Speaker 1: 00:00 Back in the 16 hundreds. Shakespeare's globe theater had to close twice because of the bubonic plague. San Diego's old globe theater had to shutter its doors last month because of the coronavirus pandemic. KPBS arts reporter Beth Armando speaks with the old Globes artistic director, Barry Edelstein about how the Bard is inspiring the company as they move programming online.

Speaker 2: 00:26 Barry, like so many arts organizations, when the coronavirus pandemic hit and forced theaters to close, you guys had to pivot and find a new way to keep going and reach audiences. So what was that process like in trying to figure out what to do?

Speaker 3: 00:41 Um, scary and unsettling and strange, but also it gave us something to focus on amid all the upheaval. And that was really, really great. Our arts engagement department in particular, and I've got to tip my hat to freedom. Bradley Ballantine and his team, they saw this coming a good week before everybody else did and started drawing up plans. So they got a bit of a jump on everybody and were able to move the arts engagement programs of the old globe online really kind of instantaneously. It's been amazing to watch that happen.

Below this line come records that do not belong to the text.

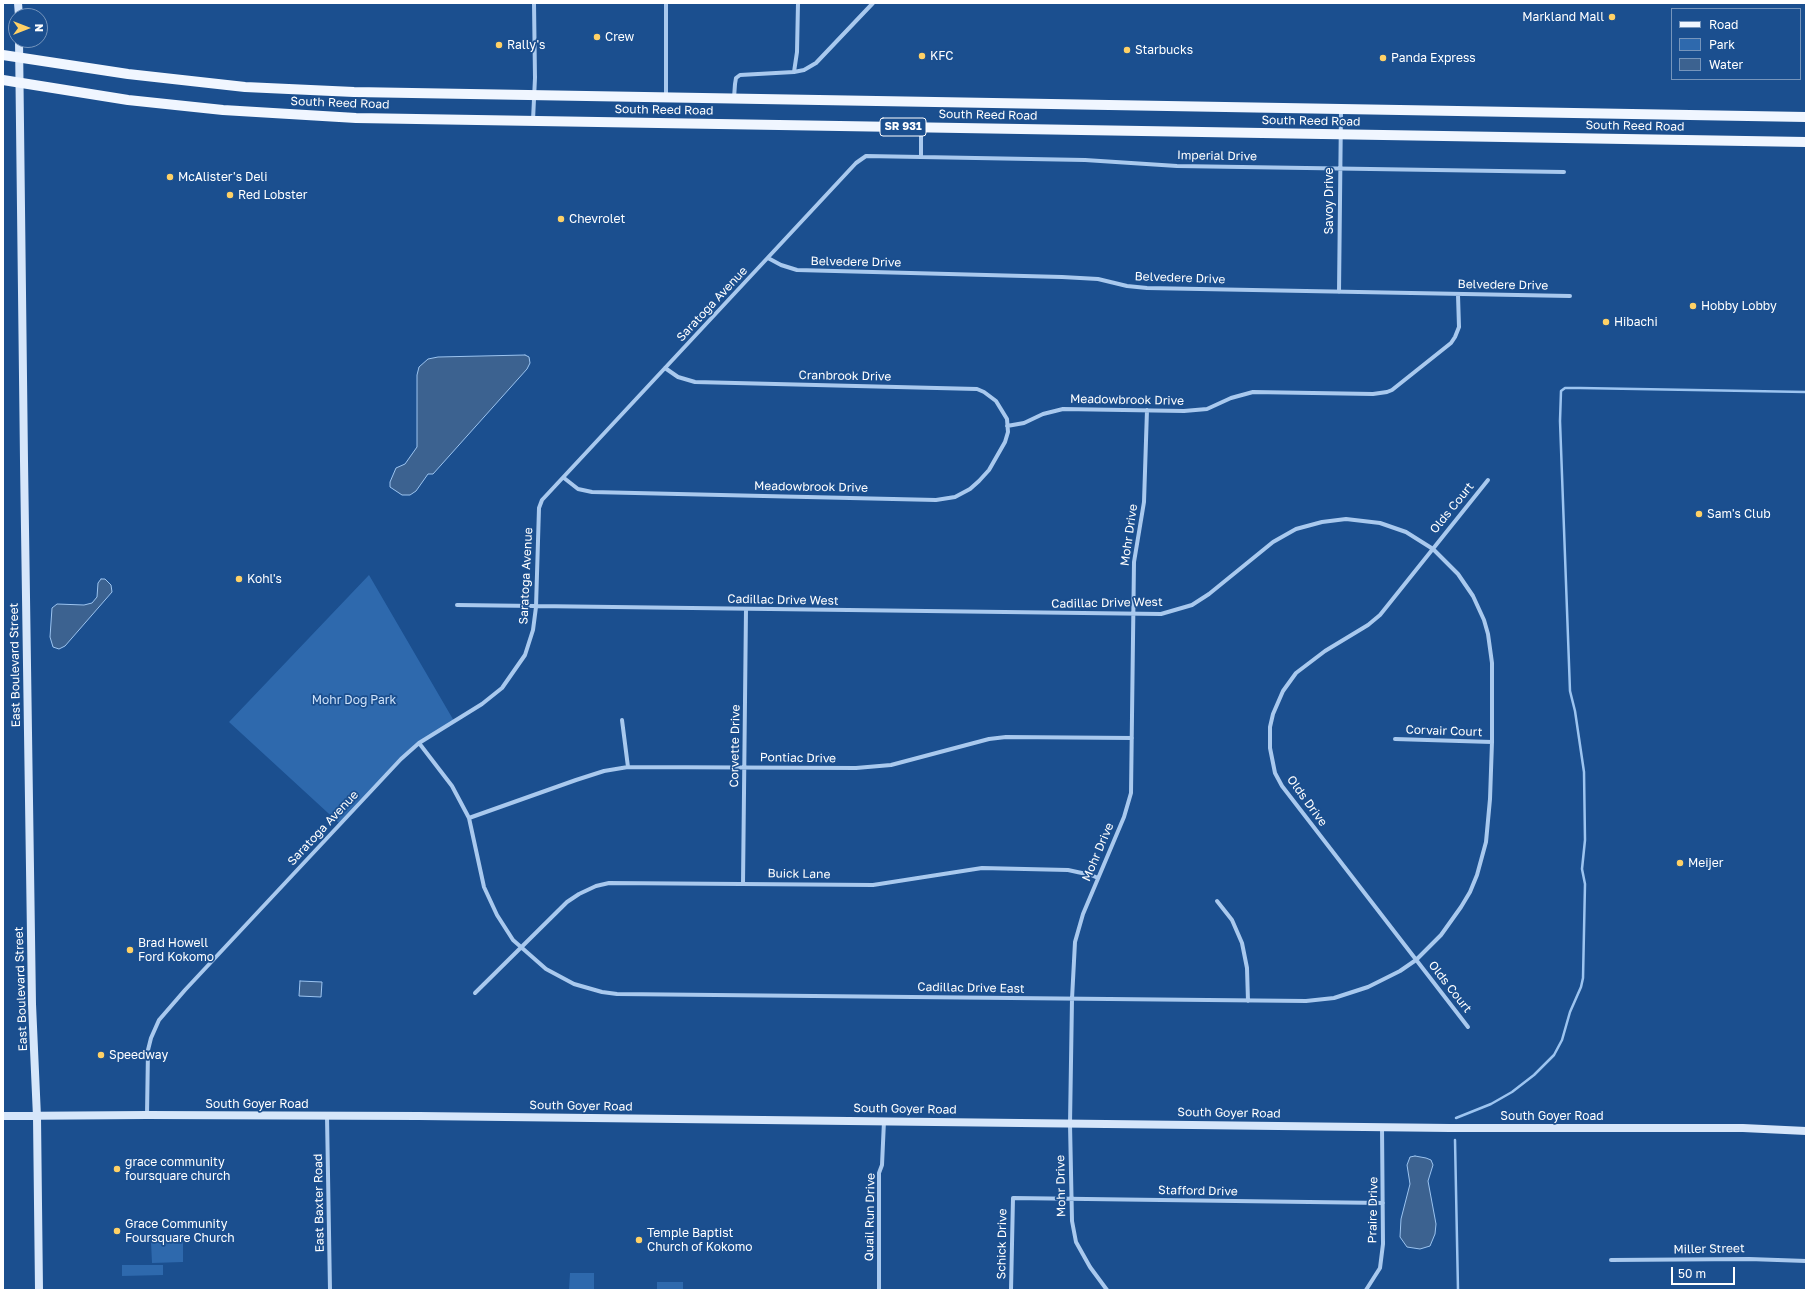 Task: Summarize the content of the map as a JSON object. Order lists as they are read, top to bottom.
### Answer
{
  "streets": {
    "main road": ["South Reed Road", "SR 931"],
    "street": [
      "Imperial Drive",
      "Savoy Drive",
      "Belvedere Drive",
      "Saratoga Avenue",
      "Cranbrook Drive",
      "Meadowbrook Drive",
      "Olds Court",
      "Mohr Drive",
      "Cadillac Drive West",
      "East Boulevard Street",
      "Corvair Court",
      "Corvette Drive",
      "Pontiac Drive",
      "Olds Drive",
      "Buick Lane",
      "Cadillac Drive East",
      "South Goyer Road",
      "Stafford Drive",
      "East Baxter Road",
      "Praire Drive",
      "Quail Run Drive",
      "Schick Drive",
      "Miller Street"
    ]
  },
  "crossings": [
    ["South Reed Road", "Savoy Drive"],
    ["South Reed Road", "East Boulevard Street"],
    ["Imperial Drive", "Savoy Drive"],
    ["Imperial Drive", "Saratoga Avenue"],
    ["Savoy Drive", "Belvedere Drive"],
    ["Belvedere Drive", "Saratoga Avenue"],
    ["Belvedere Drive", "Meadowbrook Drive"],
    ["Saratoga Avenue", "Cranbrook Drive"],
    ["Saratoga Avenue", "Meadowbrook Drive"],
    ["Saratoga Avenue", "Cadillac Drive West"],
    ["Saratoga Avenue", "Cadillac Drive East"],
    ["Saratoga Avenue", "South Goyer Road"],
    ["Cranbrook Drive", "Meadowbrook Drive"],
    ["Meadowbrook Drive", "Mohr Drive"],
    ["Olds Court", "Cadillac Drive West"],
    ["Olds Court", "Olds Drive"],
    ["Olds Court", "Cadillac Drive East"],
    ["Mohr Drive", "Cadillac Drive West"],
    ["Mohr Drive", "Pontiac Drive"],
    ["Mohr Drive", "Buick Lane"],
    ["Mohr Drive", "Cadillac Drive East"],
    ["Mohr Drive", "South Goyer Road"],
    ["Mohr Drive", "Stafford Drive"],
    ["Cadillac Drive West", "Corvair Court"],
    ["Cadillac Drive West", "Corvette Drive"],
    ["Cadillac Drive West", "Olds Drive"],
    ["Cadillac Drive West", "Cadillac Drive East"],
    ["East Boulevard Street", "South Goyer Road"],
    ["Corvair Court", "Cadillac Drive East"],
    ["Corvette Drive", "Pontiac Drive"],
    ["Corvette Drive", "Buick Lane"],
    ["Pontiac Drive", "Cadillac Drive East"],
    ["Olds Drive", "Cadillac Drive East"],
    ["Buick Lane", "Cadillac Drive East"],
    ["South Goyer Road", "East Baxter Road"],
    ["South Goyer Road", "Praire Drive"],
    ["South Goyer Road", "Quail Run Drive"],
    ["Stafford Drive", "Praire Drive"],
    ["Stafford Drive", "Schick Drive"]
  ],
  "parks": ["Mohr Dog Park"],
  "places": [
    "Markland Mall",
    "Crew",
    "Rally's",
    "Starbucks",
    "KFC",
    "Panda Express",
    "McAlister's Deli",
    "Red Lobster",
    "Chevrolet",
    "Hobby Lobby",
    "Hibachi",
    "Sam's Club",
    "Kohl's",
    "Meijer",
    "Brad Howell Ford Kokomo",
    "Speedway",
    "grace community foursquare church",
    "Grace Community Foursquare Church",
    "Temple Baptist Church of Kokomo"
  ],
  "legend": ["Road", "Park", "Water"],
  "scale_bar": "50 m",
  "north": "right"
}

Speaker 2: 01:16 Now one of these arts engagement programs is behind the curtain and explain what that's all about.

Speaker 3: 01:22 So the arts engagement department at the globe in normal times has about 16 different programs that they're taking around San Diego County, two hour now, vast network of nonprofit and government, municipal partners. So we're in homeless shelters and senior centers in refugee centers and in a very sophisticated way in prisons. So immediately we started saying, how are we going to serve these populations? They're core to our sense of ourselves. So the question became, what do we do? And, and, and a handful of the programs Rose to the top. Behind the curtain is a program that allows our audience to understand how a piece of theater gets made. So one of our teaching artists at the globe arranges a curriculum involving technicians from the theater designers, from the theater artisans, from the theater, who take us through, here's how props get made. Here's how sound gets designed. Then each program is an hour and you sort of go through and watch how a theater production is put together in ways that aren't the obvious ones of a director and a writer and an actor. And that's what behind the curtain is about.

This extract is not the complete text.